Mi módico estudio me permite concluir que los primeros cancelaron toda esperanza. No logran ver (en el horizonte alcanzable con una vida) la mínima posibilidad de cambio rotundo y se imponen el mandato de amortiguar el daño entre los suyos. Los segundos se alistan en cruzadas complejas, como la de militar una causa improbable o embarcarse en algún tipo de asistencia. Me siguen sorprendiendo casos que, a veces, rozan una entrega tan generosa como la de un sacerdocio.

Hasta hace un tiempo impreciso encontraba algo semejante en el conurbano profundo. Allí es muy común que para enfrentar cuestiones resueltas en cualquier lugar medianamente administrado los vecinos deban organizarse y trabajar duro.
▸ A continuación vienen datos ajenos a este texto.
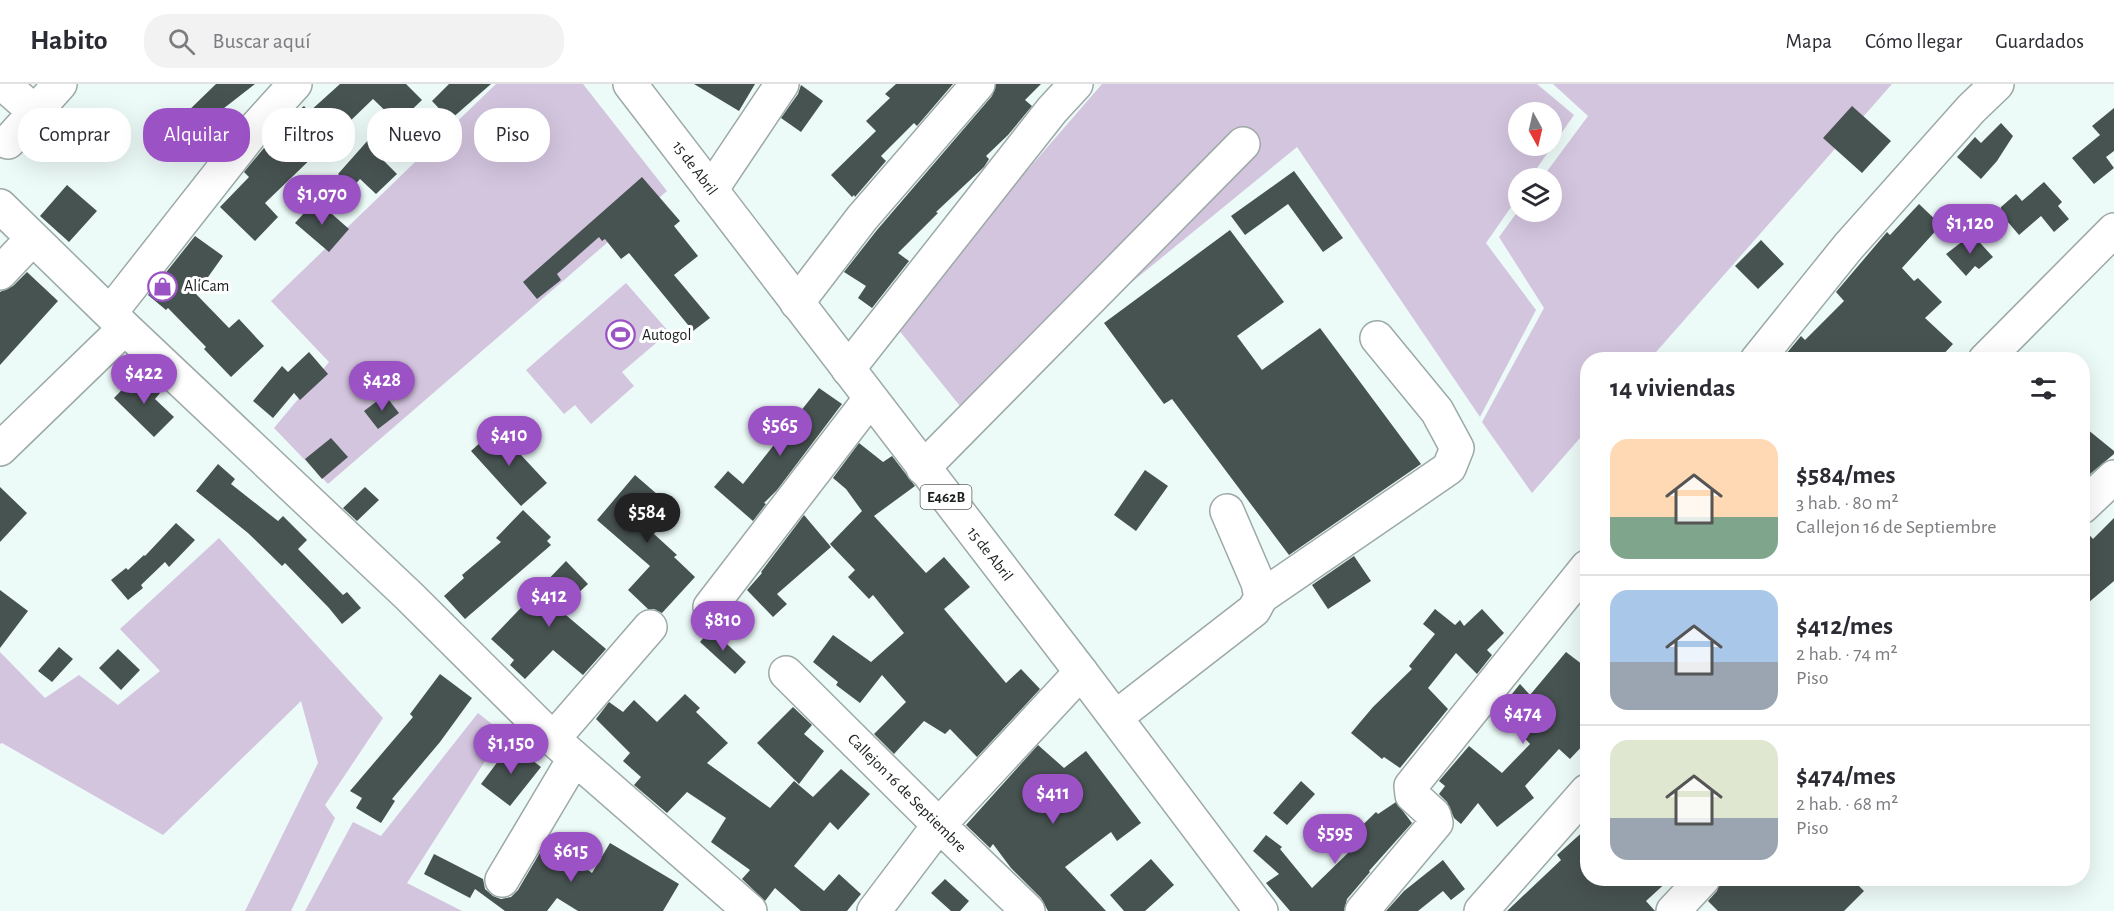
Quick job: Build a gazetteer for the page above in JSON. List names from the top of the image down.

He visto esta verdadera lucha para evitar basurales, para establecer guardias y protegerse de la delincuencia, para defenderse de las usurpaciones, para intentar evitar las construcciones clandestinas, para conseguir el asfalto o el agua potable, para que entuben un arroyo, para que la policía sume las barriadas en las morosas recorridas.

Lo que siempre me angustió es el tiempo de vida, la energía perdida puesta en algo que debía ser dado y en la práctica resultaba esquivo. Cuánto potencial de la existencia de cada individuo se disipaba irrecuperablemente por azar, el de haber nacido en un territorio mal gestionado o con el estado ausente. Ese dolor desaparecía tranquilizadoramente al volver a casa, al pisar calles conocidas que, de pura suerte para mí, funcionaban de otro modo.
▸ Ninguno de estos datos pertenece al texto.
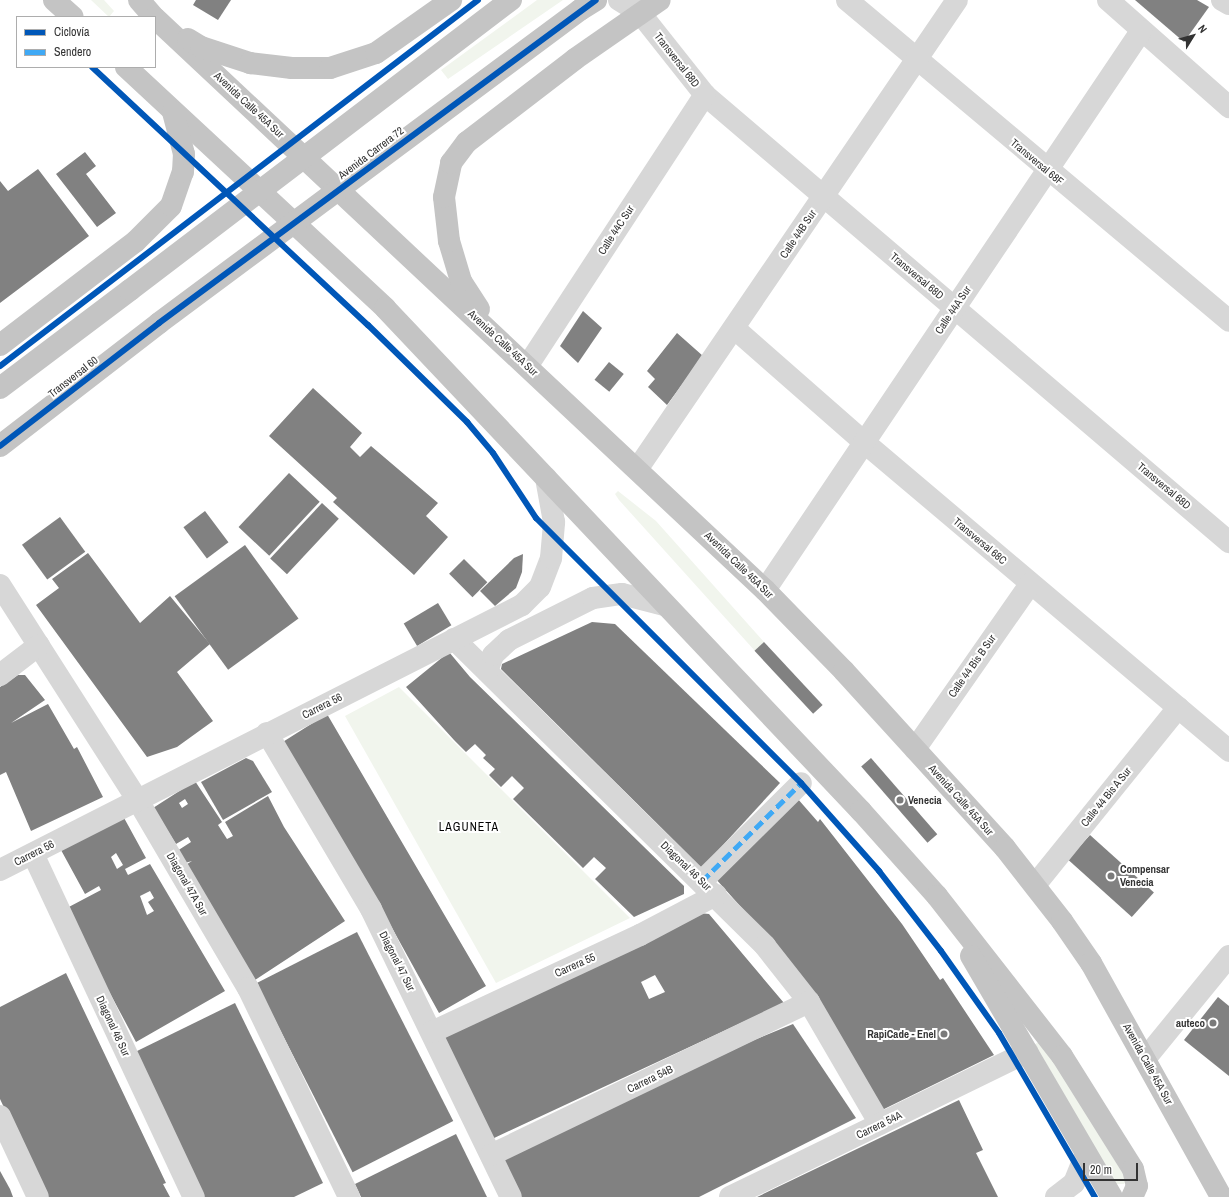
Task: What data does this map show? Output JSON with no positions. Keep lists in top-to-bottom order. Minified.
{"streets":{"highway":["Avenida Calle 45A Sur","Avenida Carrera 72","Transversal 60"],"street":["Transversal 68D","Transversal 68F","Calle 44C Sur","Calle 44B Sur","Calle 44A Sur","Transversal 68C","Calle 44 Bis B Sur","Carrera 56","Calle 44 Bis A Sur","Diagonal 46 Sur","Diagonal 47A Sur","Diagonal 47 Sur","Carrera 55","Diagonal 48 Sur","Carrera 54B","Carrera 54A"]},"crossings":[["Transversal 68D","Calle 44C Sur"],["Transversal 68D","Calle 44B Sur"],["Transversal 68D","Calle 44A Sur"],["Avenida Calle 45A Sur","Calle 44C Sur"],["Avenida Calle 45A Sur","Calle 44B Sur"],["Avenida Calle 45A Sur","Calle 44A Sur"],["Avenida Calle 45A Sur","Calle 44 Bis B Sur"],["Avenida Calle 45A Sur","Calle 44 Bis A Sur"],["Avenida Carrera 72","Transversal 60"],["Transversal 68F","Calle 44B Sur"],["Transversal 68F","Calle 44A Sur"],["Calle 44B Sur","Transversal 68C"],["Calle 44A Sur","Transversal 68C"],["Transversal 68C","Calle 44 Bis B Sur"],["Transversal 68C","Calle 44 Bis A Sur"],["Carrera 56","Diagonal 46 Sur"],["Carrera 56","Diagonal 47A Sur"],["Carrera 56","Diagonal 47 Sur"],["Carrera 56","Diagonal 48 Sur"],["Diagonal 46 Sur","Carrera 55"],["Diagonal 46 Sur","Carrera 54B"],["Diagonal 46 Sur","Carrera 54A"],["Diagonal 47 Sur","Carrera 55"],["Diagonal 47 Sur","Carrera 54B"]],"districts":["LAGUNETA"],"places":["Venecia","Compensar Venecia","auteco","RapiCade - Enel"],"legend":["Ciclovía","Sendero"],"scale_bar":"20 m","north":"top right"}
Ya no es así. Algo de aquello, aún bajo el barniz de otras dificultades, se cuela frecuentemente no solo en un par de comidas de amigos sino, mucho peor, en las vidas de cada uno. Y logra pesar tanto en ellas que ni con los brindis se puede olvidar. Está de más describir los otros pesares que ustedes ya adivinan, o padecen, como la sucesión de hechos de inseguridad o los infinitos trámites que interponen las obras sociales para brindar prestaciones esenciales para los viejos indefensos.

Pienso que este debería ser el norte de cualquier organización política: sacar la hojarasca de la existencia personal. Donde las “pequeñas” cosas a enfrentar se parezcan a elegir nuestra posición frente al poder, el lugar que le vamos a dar al amor, las dimensiones sobre las que transitará nuestro trabajo, el estilo y el ritmo cotidianos.

Dejarnos abandonados, como a cualquier pobre sueco, en una vida aburrida.

*Alejandro Perandones es periodista y analista de comunicación.